Education has always been an issue in everyday life, and continues today to be very important. The effectiveness of statewide testing has been under much discussion as President Bush has made education a top priority in his administration. In my opinion however, the method used in Texas, TAAS testing, is not effective and should not be implemented nationwide because this method pressures teachers to teach specifically toward the test, specifically encouraging memorization and not learning, cramming knowledge for the TAAS, and rearranging school schedules to have time allotted specifically for TAAS reviews.

First of all, school districts in Texas are evaluated on how well their school"s TAAS results are, thus urging teachers to repeatedly go over the same topics so the students are "assured" of passing TAAS. This results in students not learning the subject, but instead, memorizing. This method is great for short term, but often they review questions that might be asked on the test, then six months later the child forgets. For example, math teachers often teach how to work a specific "TAAS related" problem, rather than making sure students fully understand the total math concept. This can be very detrimental to the student"s comprehension and to other subjects they may take later in their school career.

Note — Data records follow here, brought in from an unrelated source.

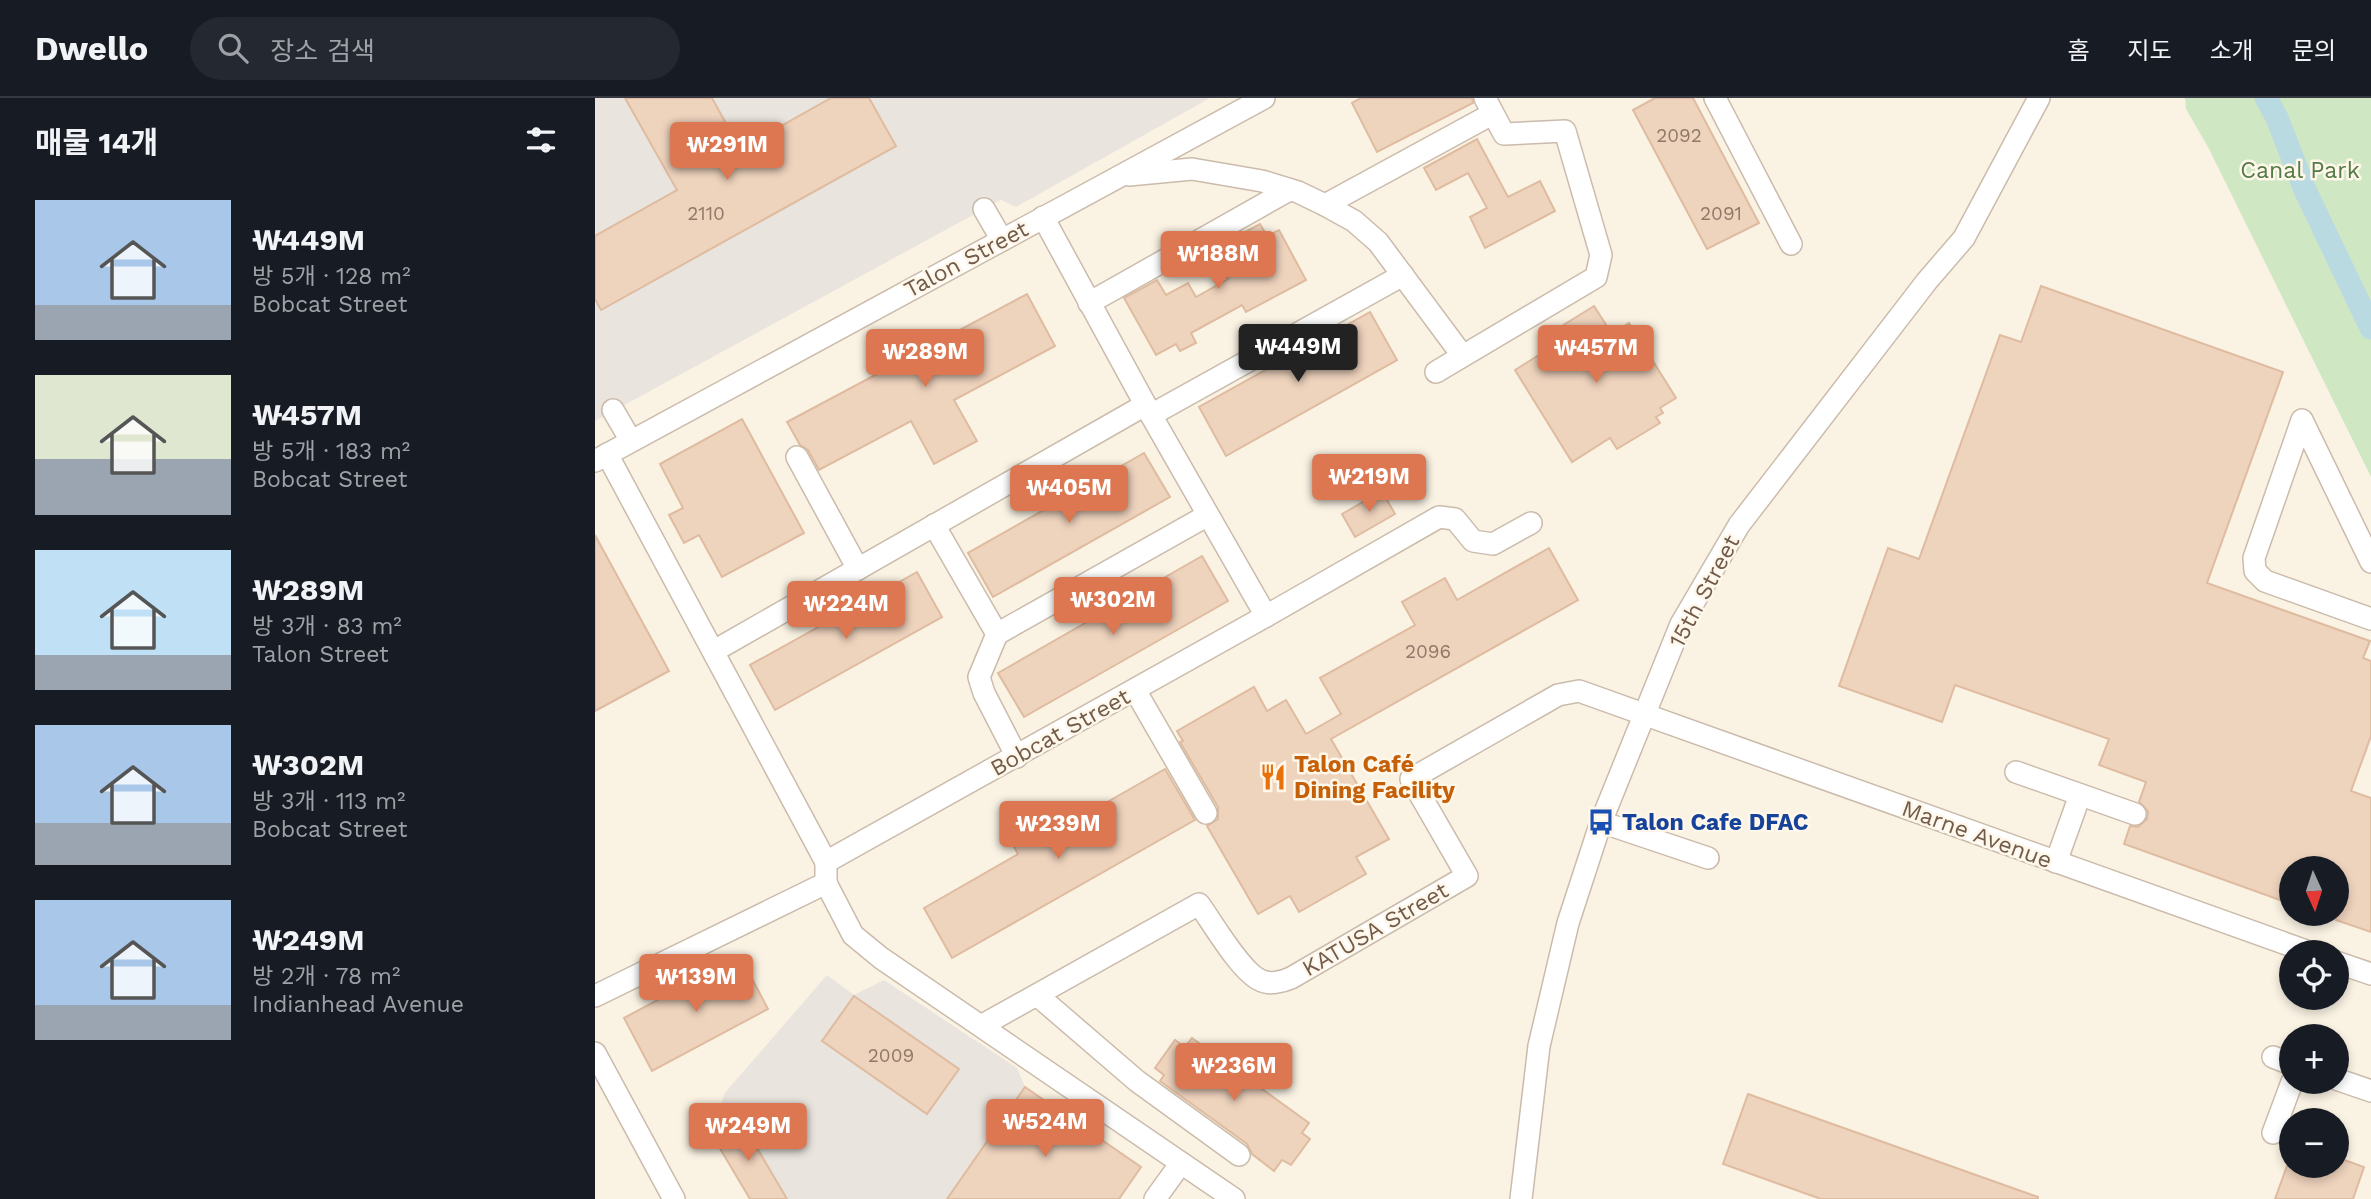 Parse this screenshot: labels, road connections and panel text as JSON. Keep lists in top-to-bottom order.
{
  "streets": {
    "street": [
      "Talon Street",
      "15th Street",
      "Bobcat Street",
      "Marne Avenue",
      "KATUSA Street"
    ]
  },
  "crossings": [
    ["15th Street", "Marne Avenue"],
    ["15th Street", "KATUSA Street"],
    ["Marne Avenue", "KATUSA Street"]
  ],
  "parks": ["Canal Park"],
  "places": {
    "restaurant": ["Talon Café Dining Facility"],
    "bus stop": ["Talon Cafe DFAC"]
  },
  "house_numbers": [
    "2092",
    "2110",
    "2091",
    "2096",
    "2009"
  ],
  "north": "bottom",
  "page": {
    "header": "Dwello",
    "search": "장소 검색",
    "nav": [
      "홈",
      "지도",
      "소개",
      "문의"
    ],
    "heading": "매물 14개",
    "price": [
      "₩291M",
      "₩188M",
      "₩449M",
      "₩457M",
      "₩289M",
      "₩219M",
      "₩405M",
      "₩302M",
      "₩224M",
      "₩239M",
      "₩139M",
      "₩236M",
      "₩524M",
      "₩249M"
    ],
    "list": [
      {
        "name": "₩449M",
        "note": "방 5개 · 128 m² · Bobcat Street"
      },
      {
        "name": "₩457M",
        "note": "방 5개 · 183 m² · Bobcat Street"
      },
      {
        "name": "₩289M",
        "note": "방 3개 · 83 m² · Talon Street"
      },
      {
        "name": "₩302M",
        "note": "방 3개 · 113 m² · Bobcat Street"
      },
      {
        "name": "₩249M",
        "note": "방 2개 · 78 m² · Indianhead Avenue"
      }
    ],
    "map_buttons": ["+", "−"]
  }
} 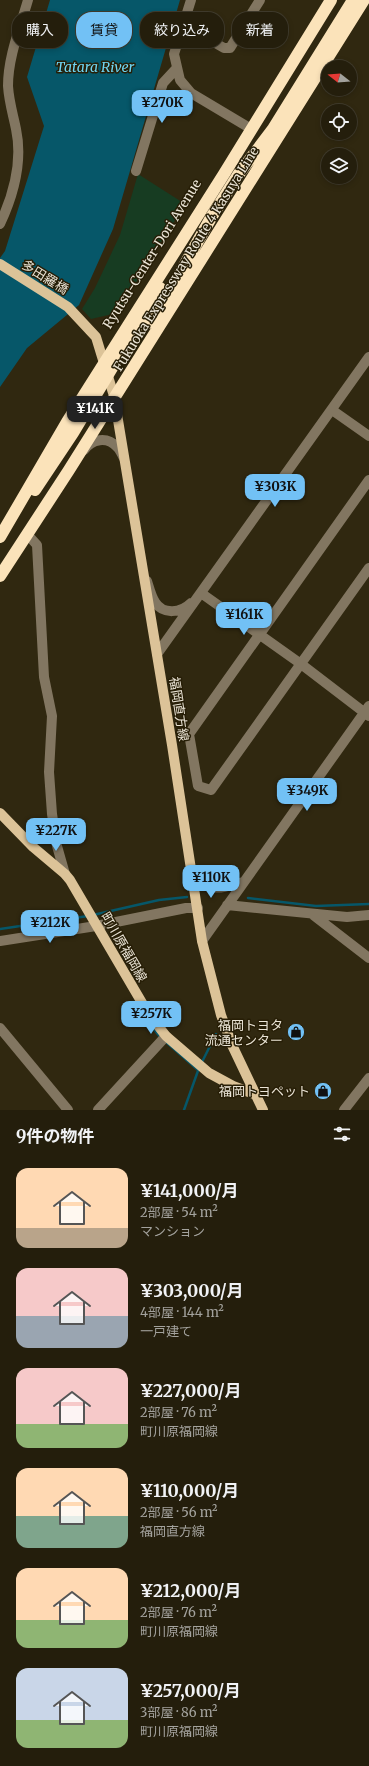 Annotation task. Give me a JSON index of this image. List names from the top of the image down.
{
  "streets": {
    "highway": ["Ryutsu-Center-Dori Avenue", "Fukuoka Expressway Route 4 Kasuya Line"],
    "main road": ["多田羅橋", "福岡直方線", "町川原福岡線"]
  },
  "crossings": [
    ["Ryutsu-Center-Dori Avenue", "福岡直方線"],
    ["多田羅橋", "福岡直方線"],
    ["福岡直方線", "町川原福岡線"]
  ],
  "water": ["Tatara River"],
  "places": {
    "shop": ["福岡トヨタ 流通センター", "福岡トヨペット"]
  },
  "north": "left",
  "page": {
    "chip": [
      "購入",
      "賃貸",
      "絞り込み",
      "新着"
    ],
    "price": [
      "¥270K",
      "¥141K",
      "¥303K",
      "¥161K",
      "¥349K",
      "¥227K",
      "¥110K",
      "¥212K",
      "¥257K"
    ],
    "heading": "9件の物件",
    "list": [
      {
        "name": "¥141,000/月",
        "note": "2部屋 · 54 m² · マンション"
      },
      {
        "name": "¥303,000/月",
        "note": "4部屋 · 144 m² · 一戸建て"
      },
      {
        "name": "¥227,000/月",
        "note": "2部屋 · 76 m² · 町川原福岡線"
      },
      {
        "name": "¥110,000/月",
        "note": "2部屋 · 56 m² · 福岡直方線"
      },
      {
        "name": "¥212,000/月",
        "note": "2部屋 · 76 m² · 町川原福岡線"
      },
      {
        "name": "¥257,000/月",
        "note": "3部屋 · 86 m² · 町川原福岡線"
      }
    ]
  }
} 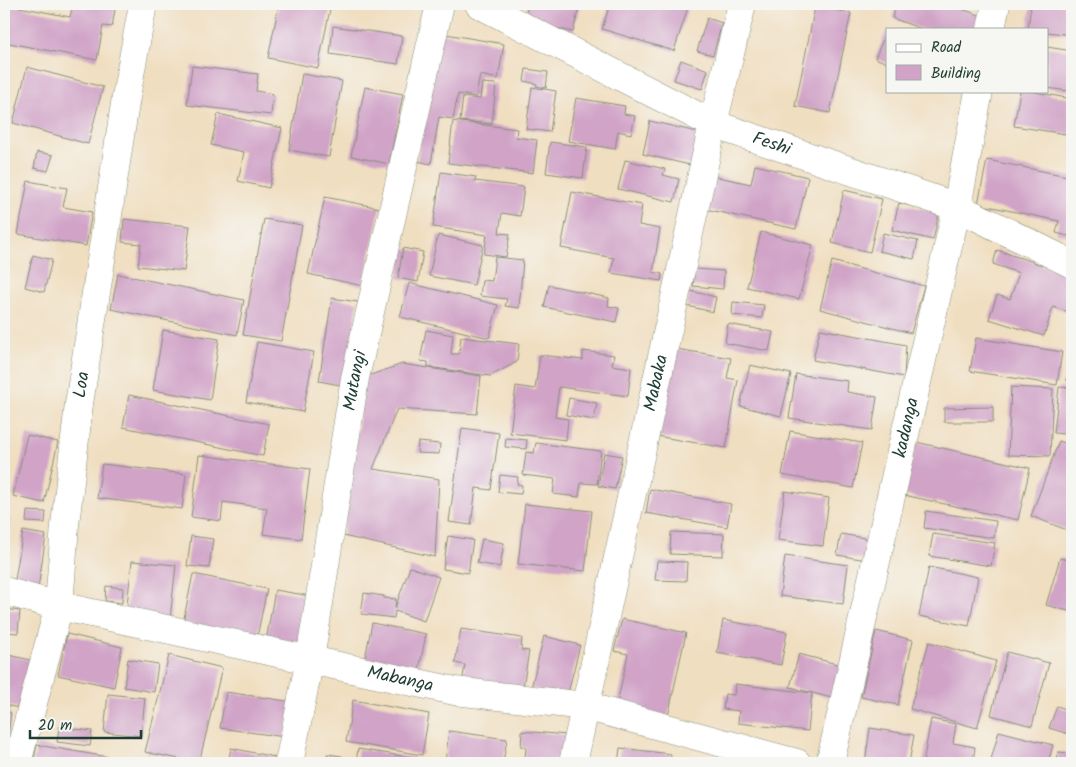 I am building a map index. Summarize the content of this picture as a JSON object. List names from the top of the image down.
{
  "streets": {
    "street": [
      "Feshi",
      "Mutangi",
      "Mabaka",
      "Loa",
      "kadanga",
      "Mabanga"
    ]
  },
  "crossings": [
    ["Feshi", "Mabaka"],
    ["Feshi", "kadanga"],
    ["Mutangi", "Mabanga"],
    ["Mabaka", "Mabanga"],
    ["Loa", "Mabanga"]
  ],
  "legend": ["Road", "Building"],
  "scale_bar": "20 m"
} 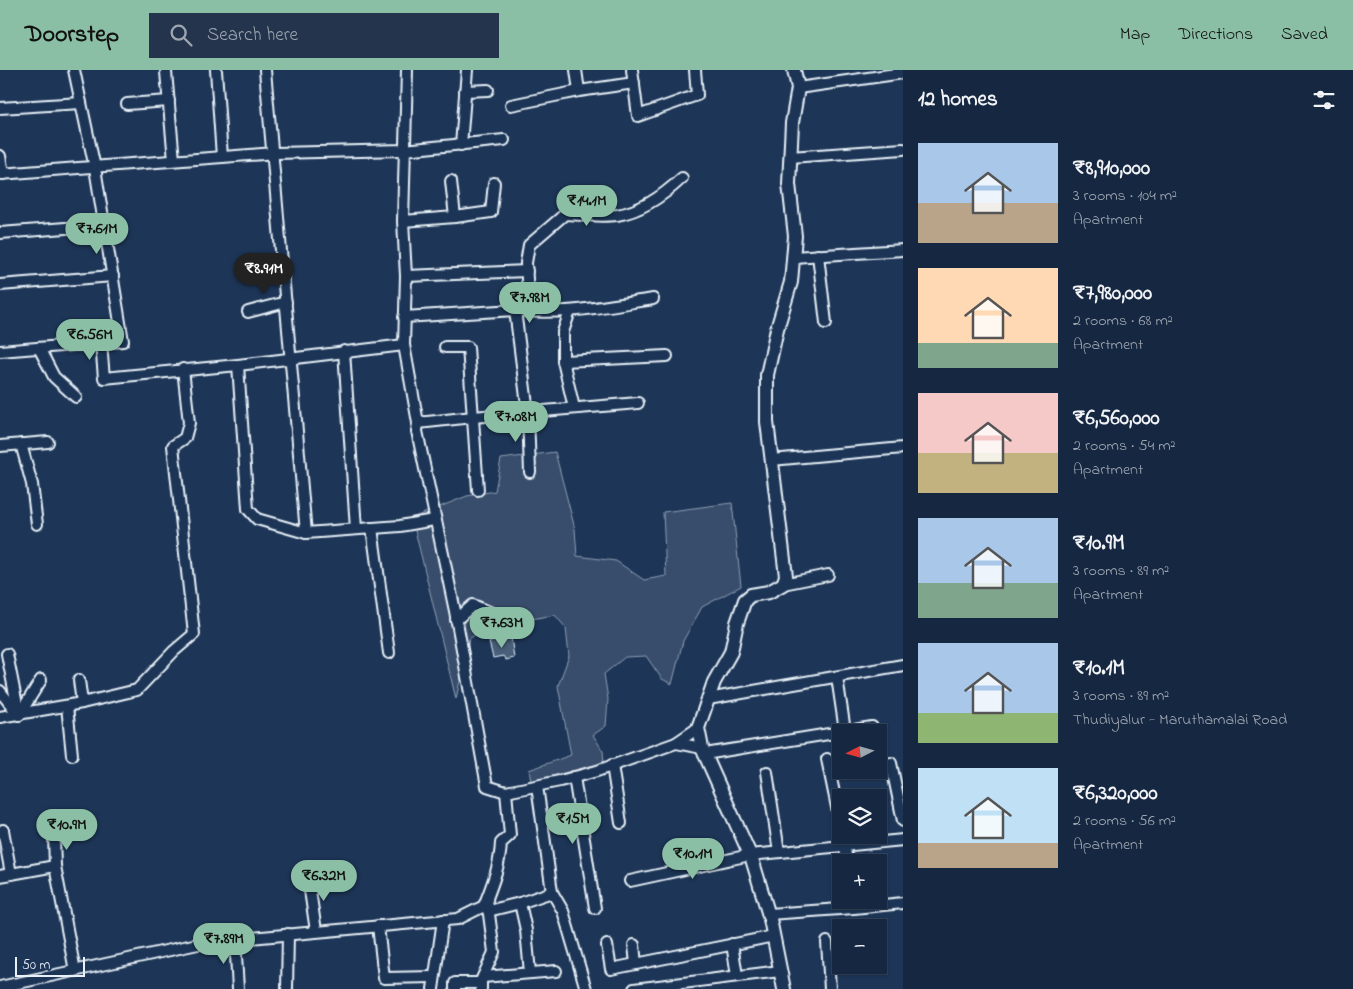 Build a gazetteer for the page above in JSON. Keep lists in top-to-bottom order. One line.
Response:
{"scale_bar":"50 m","north":"left","page":{"header":"Doorstep","search":"Search here","nav":["Map","Directions","Saved"],"heading":"12 homes","list":[{"name":"₹8,910,000","note":"3 rooms · 104 m² · Apartment"},{"name":"₹7,980,000","note":"2 rooms · 68 m² · Apartment"},{"name":"₹6,560,000","note":"2 rooms · 54 m² · Apartment"},{"name":"₹10.9M","note":"3 rooms · 89 m² · Apartment"},{"name":"₹10.1M","note":"3 rooms · 89 m² · Thudiyalur - Maruthamalai Road"},{"name":"₹6,320,000","note":"2 rooms · 56 m² · Apartment"}],"price":["₹14.1M","₹7.61M","₹8.91M","₹7.98M","₹6.56M","₹7.08M","₹7.63M","₹15M","₹10.9M","₹10.1M","₹6.32M","₹7.89M"],"map_buttons":["+","−"],"scale":"50 m"}} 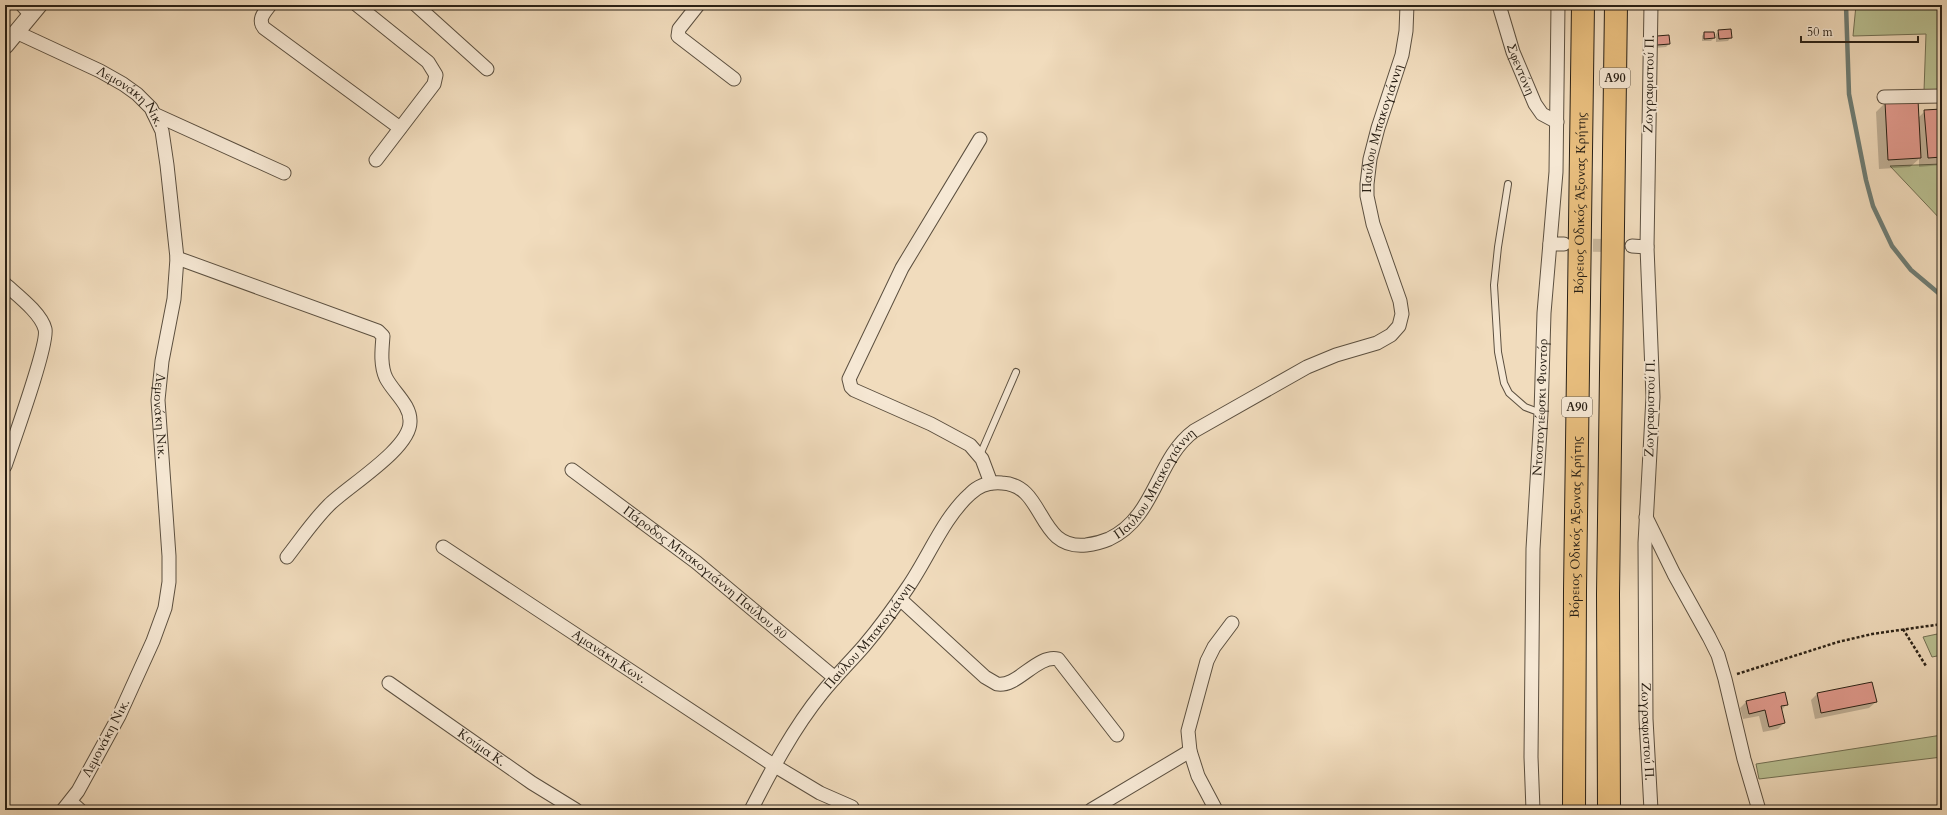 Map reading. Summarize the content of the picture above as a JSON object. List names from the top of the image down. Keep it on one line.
{"streets":{"highway":["Α90","Βόρειος Οδικός Άξονας Κρήτης"],"street":["Σφεντόνη","Ζωγραφιστού Π.","Λεμονάκη Νικ.","Παύλου Μπακογιάννη","Ντοστογιέφσκι Φιοντόρ","Πάροδος Μπακογιάννη Παύλου 80","Αμανάκη Κων.","Κούμα Κ."]},"crossings":[["Σφεντόνη","Ντοστογιέφσκι Φιοντόρ"],["Παύλου Μπακογιάννη","Πάροδος Μπακογιάννη Παύλου 80"],["Παύλου Μπακογιάννη","Αμανάκη Κων."]],"scale_bar":"50 m"}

Furthermore, it seems that teachers have to cram as much knowledge as possible to cover certain test areas. Rather than exploring a wide variety of subjects and gaining as much knowledge as possible, the teachers must cram knowledge of certain subjects, knowing it will be part of the TAAS test. They perhaps have students at different levels and learning abilities, but often the brighter students are held back from learning more, until the slower students catch on and catch up to the entire class. This inhibits the gifted or talented students progress and they tend to be negatively impacted.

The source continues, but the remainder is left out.